Your assignment – Go over the lines below, and when one contains the word "data", copy it.

Material provided –
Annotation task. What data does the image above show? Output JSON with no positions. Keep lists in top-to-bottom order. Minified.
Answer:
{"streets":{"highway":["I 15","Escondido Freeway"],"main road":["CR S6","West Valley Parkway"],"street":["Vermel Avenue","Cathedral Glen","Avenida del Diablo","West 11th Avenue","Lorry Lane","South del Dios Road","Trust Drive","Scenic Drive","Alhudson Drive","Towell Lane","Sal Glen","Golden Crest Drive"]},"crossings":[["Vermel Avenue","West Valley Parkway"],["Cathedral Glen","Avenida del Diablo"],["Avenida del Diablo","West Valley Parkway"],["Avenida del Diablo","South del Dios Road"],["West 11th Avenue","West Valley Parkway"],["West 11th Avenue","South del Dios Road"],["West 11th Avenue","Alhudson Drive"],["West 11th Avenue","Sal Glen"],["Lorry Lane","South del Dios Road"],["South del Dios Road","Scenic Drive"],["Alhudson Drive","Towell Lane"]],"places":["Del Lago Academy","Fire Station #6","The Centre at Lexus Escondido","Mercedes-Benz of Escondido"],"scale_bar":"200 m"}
==
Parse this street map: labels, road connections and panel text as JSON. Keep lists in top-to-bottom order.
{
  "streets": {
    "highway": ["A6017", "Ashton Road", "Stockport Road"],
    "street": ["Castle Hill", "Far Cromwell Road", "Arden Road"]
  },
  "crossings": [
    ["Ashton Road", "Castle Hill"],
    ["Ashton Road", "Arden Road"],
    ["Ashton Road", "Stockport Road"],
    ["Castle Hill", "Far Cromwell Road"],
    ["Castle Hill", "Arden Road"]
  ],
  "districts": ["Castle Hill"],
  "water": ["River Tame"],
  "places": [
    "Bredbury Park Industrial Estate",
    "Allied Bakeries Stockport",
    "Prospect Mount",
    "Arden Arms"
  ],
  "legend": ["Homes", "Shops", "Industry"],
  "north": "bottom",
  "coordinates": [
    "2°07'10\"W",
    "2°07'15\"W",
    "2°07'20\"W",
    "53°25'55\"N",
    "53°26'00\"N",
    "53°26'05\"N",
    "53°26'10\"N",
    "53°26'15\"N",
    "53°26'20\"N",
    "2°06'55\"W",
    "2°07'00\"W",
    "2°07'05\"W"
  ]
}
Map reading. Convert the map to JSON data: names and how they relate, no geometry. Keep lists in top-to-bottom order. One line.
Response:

Output for this exercise –
Annotation task. What data does the image above show? Output JSON with no positions. Keep lists in top-to-bottom order. Minified.
Map reading. Convert the map to JSON data: names and how they relate, no geometry. Keep lists in top-to-bottom order. One line.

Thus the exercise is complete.